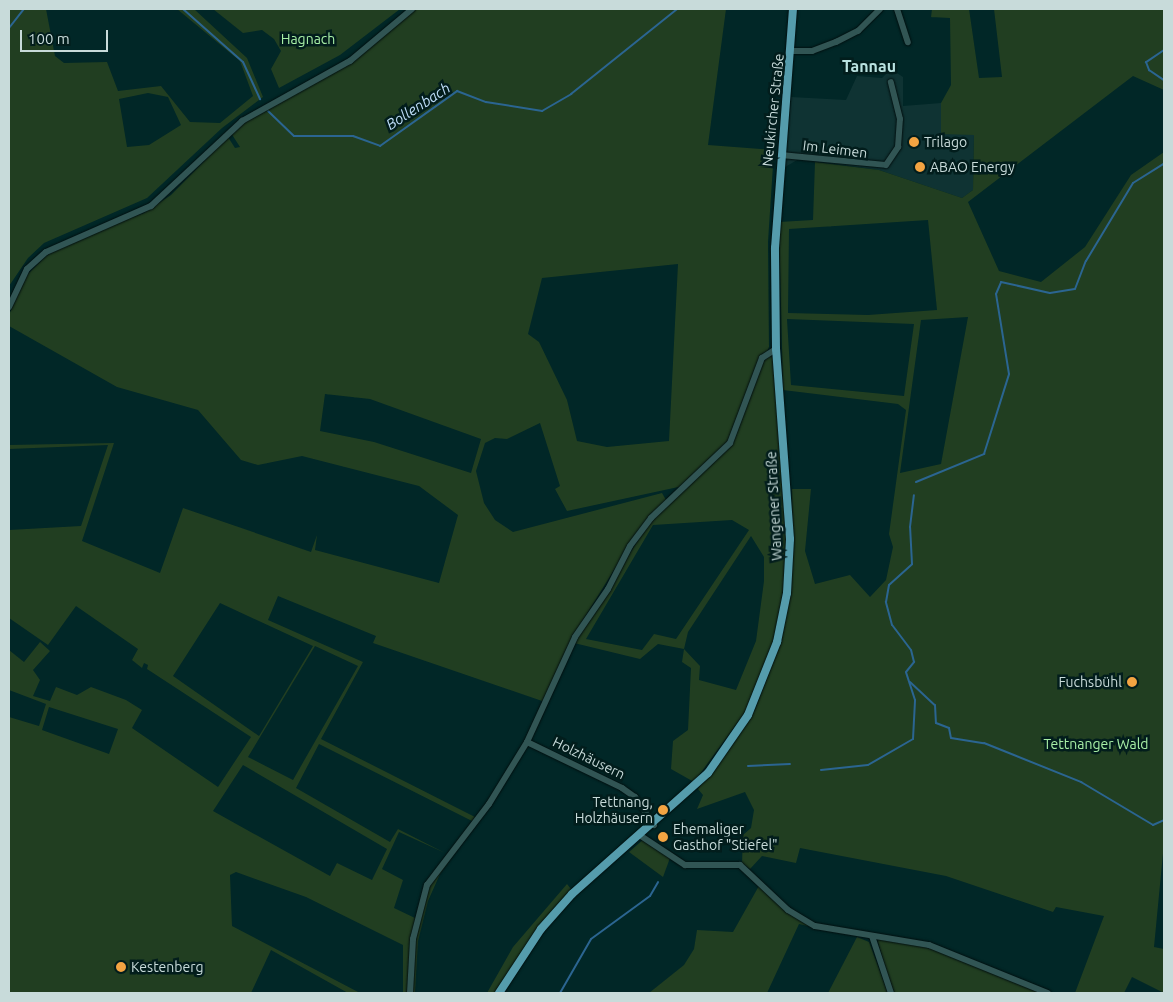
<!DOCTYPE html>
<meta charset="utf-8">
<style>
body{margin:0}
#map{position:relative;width:1173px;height:1002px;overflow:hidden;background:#012727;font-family:Ubuntu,sans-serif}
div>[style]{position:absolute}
.built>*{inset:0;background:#0f3333}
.green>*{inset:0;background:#213e21}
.stream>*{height:2px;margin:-1px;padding:0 1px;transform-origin:1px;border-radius:1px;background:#2b6591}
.roads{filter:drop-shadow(0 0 1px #000f0f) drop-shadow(0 0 1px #000f0f)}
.minor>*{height:6px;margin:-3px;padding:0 3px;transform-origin:3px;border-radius:3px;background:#315554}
.major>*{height:8px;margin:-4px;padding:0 4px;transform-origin:4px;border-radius:4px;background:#559cac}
.dots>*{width:14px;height:14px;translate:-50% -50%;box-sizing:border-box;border:2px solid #021d1c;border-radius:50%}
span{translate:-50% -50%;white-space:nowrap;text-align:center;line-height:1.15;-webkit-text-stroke:5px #021d1c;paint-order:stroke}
.park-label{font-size:14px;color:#a8efa6}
.street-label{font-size:14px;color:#c8dbda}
.poi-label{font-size:14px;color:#c8dbda}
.left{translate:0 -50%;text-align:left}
.right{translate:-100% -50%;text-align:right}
.water-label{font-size:15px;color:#beddf8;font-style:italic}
.quarter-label{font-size:16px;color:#bae2e0;font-weight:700}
.frame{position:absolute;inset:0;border:10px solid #c8dbda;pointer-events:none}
.scale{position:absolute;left:20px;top:30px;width:88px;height:22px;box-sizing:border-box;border:2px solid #c8dbda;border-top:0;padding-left:6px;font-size:15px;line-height:18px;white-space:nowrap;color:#c8dbda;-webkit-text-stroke:4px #021d1c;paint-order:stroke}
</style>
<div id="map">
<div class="built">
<i style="clip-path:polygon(891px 69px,903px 77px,903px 106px,941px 103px,941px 134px,974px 134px,973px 190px,962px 198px,879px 170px,799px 159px,785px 167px,791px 97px,846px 100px,857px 76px,882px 78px)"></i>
</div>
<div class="green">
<i style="clip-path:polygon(evenodd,9px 9px,46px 9px,55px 56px,64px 63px,107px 62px,118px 91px,161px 86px,190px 122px,220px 123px,253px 96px,240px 61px,177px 9px,194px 9px,247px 58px,263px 97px,222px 128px,147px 198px,44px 243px,28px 258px,9px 286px,9px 9px,148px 93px,168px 97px,181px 125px,149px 145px,127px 147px,119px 99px,148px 93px)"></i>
<i style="clip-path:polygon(213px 9px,400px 9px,340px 55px,279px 88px,271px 69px,281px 51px,274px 39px,262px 30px,243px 33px)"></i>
<i style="clip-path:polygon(evenodd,416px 9px,726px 9px,708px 145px,774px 150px,768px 242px,769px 347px,728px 444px,683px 486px,567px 511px,555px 489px,560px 486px,540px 423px,507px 439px,495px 438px,485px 443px,476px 471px,484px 503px,495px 520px,513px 532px,662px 493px,666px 500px,638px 531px,575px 633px,545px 702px,373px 643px,376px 636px,278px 596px,268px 620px,363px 662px,321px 739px,475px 817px,472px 821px,319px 744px,296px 788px,390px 842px,398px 829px,445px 853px,399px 832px,382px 869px,403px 880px,394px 908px,415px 918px,408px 993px,403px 993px,403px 945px,306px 897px,236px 872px,230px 875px,232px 926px,360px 993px,348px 993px,271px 950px,251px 993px,9px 993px,9px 717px,39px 726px,46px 704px,9px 690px,9px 650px,24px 662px,40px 642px,50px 651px,33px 670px,40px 680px,33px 696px,50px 701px,56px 687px,77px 695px,91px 687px,126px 700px,142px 710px,132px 728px,218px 787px,251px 737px,147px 669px,148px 665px,144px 663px,142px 668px,132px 660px,138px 649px,76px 606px,48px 645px,9px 618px,9px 530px,81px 526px,108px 445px,9px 449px,9px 445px,114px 443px,82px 541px,160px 573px,183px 508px,311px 552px,317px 535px,315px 550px,439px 583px,458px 515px,419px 486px,302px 456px,258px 465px,241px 460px,198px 410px,117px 387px,9px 326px,9px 315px,25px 277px,46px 256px,68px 242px,144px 213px,171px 195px,228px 137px,235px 148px,240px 147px,231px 133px,255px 114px,357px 59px,416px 9px,678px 264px,669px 441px,607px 447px,577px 441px,567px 400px,539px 342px,528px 334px,542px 278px,678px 264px,416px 9px,325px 394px,370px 399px,481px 439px,471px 473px,374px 442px,320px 431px,325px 394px,416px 9px,220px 603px,313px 646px,259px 736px,173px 676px,220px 603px,416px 9px,315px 646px,358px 666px,293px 780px,248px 757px,315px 646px,416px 9px,49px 707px,118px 729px,109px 754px,42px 730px,49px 707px,416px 9px,243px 765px,387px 849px,372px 880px,337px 863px,330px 876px,213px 811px,243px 765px)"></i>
<i style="clip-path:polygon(evenodd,932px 9px,969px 9px,979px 78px,1002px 77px,994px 9px,1164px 9px,1164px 90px,1133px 76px,968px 202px,999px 271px,1041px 282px,1085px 247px,1131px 175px,1164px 152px,1164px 843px,1154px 947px,1164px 949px,1164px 993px,1132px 977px,1124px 993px,1075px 993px,1104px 916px,1056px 907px,1053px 912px,946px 876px,800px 848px,796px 863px,762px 856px,750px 869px,742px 863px,743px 835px,751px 828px,754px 810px,745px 792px,697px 809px,703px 795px,698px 789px,755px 710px,781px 641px,793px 553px,792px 489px,811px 489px,805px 551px,815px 584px,850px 575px,870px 597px,886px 580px,893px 547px,889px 534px,906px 410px,898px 404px,783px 390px,779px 222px,813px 220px,815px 162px,879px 170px,962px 198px,973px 190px,974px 135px,941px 134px,941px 103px,951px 85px,950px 18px,931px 17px,932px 9px,928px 220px,937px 310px,868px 315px,788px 313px,789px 229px,928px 220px,932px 9px,968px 317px,941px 464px,900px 473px,921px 320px,968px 317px,932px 9px,787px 319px,914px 324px,904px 396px,791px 385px,787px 319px)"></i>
<i style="clip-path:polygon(evenodd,773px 351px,786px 524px,786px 571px,776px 634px,746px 711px,694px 782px,671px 769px,673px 741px,688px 730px,691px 668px,682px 662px,684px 649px,658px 644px,640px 659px,574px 643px,652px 518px,732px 445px,762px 363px,773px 351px,732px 520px,749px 530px,676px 639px,654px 634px,642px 650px,586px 639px,653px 525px,732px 520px,773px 351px,751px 536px,764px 557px,764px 581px,756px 641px,736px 690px,699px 680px,700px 666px,684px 649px,688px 632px,751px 536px)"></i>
<i style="clip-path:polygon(489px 805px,440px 874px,428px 901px,418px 941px,415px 993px,411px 993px,414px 941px,428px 888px)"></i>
<i style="clip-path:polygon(645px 838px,670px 858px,663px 877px,629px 852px)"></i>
<i style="clip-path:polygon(567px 884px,571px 889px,542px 922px,495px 993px,487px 993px,513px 947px)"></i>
<i style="clip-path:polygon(760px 884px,785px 911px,812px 927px,799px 924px,767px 993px,649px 993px,684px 965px,694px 949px,697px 930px,733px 932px)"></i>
<i style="clip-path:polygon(857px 937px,869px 942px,888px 993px,828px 993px)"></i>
<i style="clip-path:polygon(877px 938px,924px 944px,1044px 993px,892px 993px)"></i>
</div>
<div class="stream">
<i style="left:183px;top:9px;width:80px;rotate:41.5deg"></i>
<i style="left:243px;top:62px;width:41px;rotate:65.3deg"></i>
<i style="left:9px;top:28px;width:24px;rotate:-52deg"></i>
<i style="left:1164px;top:50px;width:22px;rotate:146deg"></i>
<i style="left:1146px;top:62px;width:9px;rotate:69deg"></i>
<i style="left:1149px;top:70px;width:18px;rotate:34deg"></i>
<i style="left:268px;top:111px;width:36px;rotate:44deg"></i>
<i style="left:294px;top:136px;width:59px"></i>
<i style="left:353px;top:136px;width:29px;rotate:20deg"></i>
<i style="left:380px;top:146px;width:95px;rotate:-35.5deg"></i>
<i style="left:457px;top:91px;width:31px;rotate:21deg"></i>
<i style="left:486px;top:102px;width:57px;rotate:9.1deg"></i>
<i style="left:542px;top:111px;width:34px;rotate:-30deg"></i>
<i style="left:571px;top:94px;width:136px;rotate:-38.7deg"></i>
<i style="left:916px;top:482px;width:74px;rotate:-22.4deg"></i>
<i style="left:984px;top:454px;width:84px;rotate:-72.6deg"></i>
<i style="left:1009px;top:374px;width:81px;rotate:-99.2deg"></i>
<i style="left:996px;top:294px;width:13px;rotate:-67deg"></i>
<i style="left:1001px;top:282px;width:50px;rotate:12.7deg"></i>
<i style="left:1050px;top:293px;width:25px;rotate:-9deg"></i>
<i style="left:1075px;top:289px;width:30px;rotate:-69deg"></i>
<i style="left:1086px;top:261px;width:91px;rotate:-58.9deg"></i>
<i style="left:1133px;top:183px;width:36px;rotate:-32deg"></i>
<i style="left:910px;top:682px;width:34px;rotate:43deg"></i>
<i style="left:935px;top:705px;width:18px;rotate:87deg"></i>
<i style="left:936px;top:723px;width:14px;rotate:21deg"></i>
<i style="left:949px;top:728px;width:10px;rotate:79deg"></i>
<i style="left:951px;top:738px;width:33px;rotate:9deg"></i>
<i style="left:984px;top:743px;width:105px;rotate:21.9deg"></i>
<i style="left:1081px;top:782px;width:84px;rotate:30.8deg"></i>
<i style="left:1153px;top:825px;width:12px;rotate:-24deg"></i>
<i style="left:748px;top:766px;width:42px;rotate:-2.7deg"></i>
<i style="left:821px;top:770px;width:47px;rotate:-6.1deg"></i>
<i style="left:868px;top:765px;width:52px;rotate:-30deg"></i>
<i style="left:913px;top:739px;width:39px;rotate:-87deg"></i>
<i style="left:915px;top:700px;width:29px;rotate:-108deg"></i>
<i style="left:906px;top:672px;width:13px;rotate:-51deg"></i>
<i style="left:914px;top:662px;width:12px;rotate:-104deg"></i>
<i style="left:911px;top:650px;width:31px;rotate:-127deg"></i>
<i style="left:892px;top:625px;width:24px;rotate:-105deg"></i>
<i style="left:886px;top:602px;width:17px;rotate:-80deg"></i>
<i style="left:889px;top:585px;width:31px;rotate:-42deg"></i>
<i style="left:912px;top:564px;width:37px;rotate:-93deg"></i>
<i style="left:910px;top:527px;width:32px;rotate:-83deg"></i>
<i style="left:560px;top:993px;width:62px;rotate:-60.1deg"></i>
<i style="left:591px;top:939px;width:73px;rotate:-36.1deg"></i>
<i style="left:650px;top:896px;width:16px;rotate:-60deg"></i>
</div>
<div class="roads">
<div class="minor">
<i style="left:897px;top:9px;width:35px;rotate:72deg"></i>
<i style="left:792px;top:51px;width:20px"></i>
<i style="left:812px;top:51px;width:26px;rotate:-21deg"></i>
<i style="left:836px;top:42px;width:25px;rotate:-27deg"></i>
<i style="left:858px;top:31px;width:31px;rotate:-45deg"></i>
<i style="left:781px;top:155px;width:105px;rotate:5.4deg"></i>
<i style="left:886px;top:165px;width:22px;rotate:-56deg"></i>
<i style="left:898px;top:147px;width:28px;rotate:-86deg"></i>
<i style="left:900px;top:119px;width:38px;rotate:-104deg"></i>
<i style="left:9px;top:307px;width:42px;rotate:-64.7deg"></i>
<i style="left:27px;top:269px;width:25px;rotate:-42deg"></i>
<i style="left:46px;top:252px;width:115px;rotate:-23.7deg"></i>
<i style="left:151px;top:206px;width:125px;rotate:-43deg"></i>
<i style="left:242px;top:121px;width:124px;rotate:-29.1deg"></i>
<i style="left:350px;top:61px;width:81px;rotate:-40deg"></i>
<i style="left:527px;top:742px;width:115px;rotate:-65.4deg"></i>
<i style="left:575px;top:637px;width:58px;rotate:-55.5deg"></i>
<i style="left:608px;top:589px;width:48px;rotate:-62.9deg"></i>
<i style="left:630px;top:546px;width:35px;rotate:-53deg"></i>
<i style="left:651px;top:518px;width:109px;rotate:-43.5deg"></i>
<i style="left:730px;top:443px;width:91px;rotate:-69.4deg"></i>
<i style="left:762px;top:358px;width:17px;rotate:-33deg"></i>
<i style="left:641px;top:836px;width:53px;rotate:33.4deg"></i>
<i style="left:685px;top:865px;width:55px"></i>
<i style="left:740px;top:865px;width:66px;rotate:43.2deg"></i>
<i style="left:788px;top:910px;width:31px;rotate:31deg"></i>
<i style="left:815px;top:926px;width:116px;rotate:9.5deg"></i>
<i style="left:929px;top:945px;width:128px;rotate:22deg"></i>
<i style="left:872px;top:936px;width:60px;rotate:71.6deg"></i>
<i style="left:410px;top:993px;width:54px;rotate:-86.8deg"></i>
<i style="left:413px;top:939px;width:56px;rotate:-75.5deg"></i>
<i style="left:427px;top:885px;width:102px;rotate:-52.6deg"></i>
<i style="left:489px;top:804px;width:73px;rotate:-58.5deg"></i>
<i style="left:527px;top:742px;width:106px;rotate:25.8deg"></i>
<i style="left:622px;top:788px;width:16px;rotate:35deg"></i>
<i style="left:635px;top:797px;width:34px;rotate:56deg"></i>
</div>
<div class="major">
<i style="left:499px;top:993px;width:77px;rotate:-56.7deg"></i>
<i style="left:541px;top:929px;width:47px;rotate:-48.5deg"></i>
<i style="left:572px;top:894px;width:182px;rotate:-41.7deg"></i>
<i style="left:708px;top:773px;width:70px;rotate:-55.4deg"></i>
<i style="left:748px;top:715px;width:79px;rotate:-68.3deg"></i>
<i style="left:777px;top:642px;width:50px;rotate:-78.5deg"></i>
<i style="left:787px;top:593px;width:54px;rotate:-86.8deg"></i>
<i style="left:790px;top:539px;width:191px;rotate:-94.2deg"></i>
<i style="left:776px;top:349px;width:101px;rotate:-90.6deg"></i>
<i style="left:775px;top:248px;width:240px;rotate:-85.7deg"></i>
</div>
</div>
<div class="dots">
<i style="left:914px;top:142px;background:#f3a442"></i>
<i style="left:920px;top:167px;background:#f3a442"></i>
<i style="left:1132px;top:682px;background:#f3a442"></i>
<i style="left:663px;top:810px;background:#f3a442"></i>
<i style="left:663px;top:837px;background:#f3a442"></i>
<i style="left:121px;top:967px;background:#f3a442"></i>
</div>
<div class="park-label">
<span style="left:308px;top:39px">Hagnach</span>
<span style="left:1096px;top:744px">Tettnanger Wald</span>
</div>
<div class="street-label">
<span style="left:773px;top:110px;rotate:-84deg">Neukircher Straße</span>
<span style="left:835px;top:149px;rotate:7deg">Im Leimen</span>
<span style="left:774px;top:506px;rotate:-93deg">Wangener Straße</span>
<span style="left:589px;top:758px;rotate:26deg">Holzhäusern</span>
</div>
<div class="poi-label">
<span class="left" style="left:924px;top:142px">Trilago</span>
<span class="left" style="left:930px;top:167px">ABAO Energy</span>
<span class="right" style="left:1122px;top:682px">Fuchsbühl</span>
<span class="right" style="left:653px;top:810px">Tettnang,<br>Holzhäusern</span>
<span class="left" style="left:673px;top:837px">Ehemaliger<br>Gasthof "Stiefel"</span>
<span class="left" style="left:131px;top:967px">Kestenberg</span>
</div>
<div class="water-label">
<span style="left:418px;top:106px;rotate:-33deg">Bollenbach</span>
</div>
<div class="quarter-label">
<span style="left:869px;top:66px">Tannau</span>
</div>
<div class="frame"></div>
<div class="scale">100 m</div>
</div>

[Task goal]: Give the lines again exactly, beginning with the first line of the records above and ending with the line that contains "1px #000f0f) drop-shadow(0", and include no pictures.

[Answer to the problem]:
<!DOCTYPE html>
<meta charset="utf-8">
<style>
body{margin:0}
#map{position:relative;width:1173px;height:1002px;overflow:hidden;background:#012727;font-family:Ubuntu,sans-serif}
div>[style]{position:absolute}
.built>*{inset:0;background:#0f3333}
.green>*{inset:0;background:#213e21}
.stream>*{height:2px;margin:-1px;padding:0 1px;transform-origin:1px;border-radius:1px;background:#2b6591}
.roads{filter:drop-shadow(0 0 1px #000f0f) drop-shadow(0 0 1px #000f0f)}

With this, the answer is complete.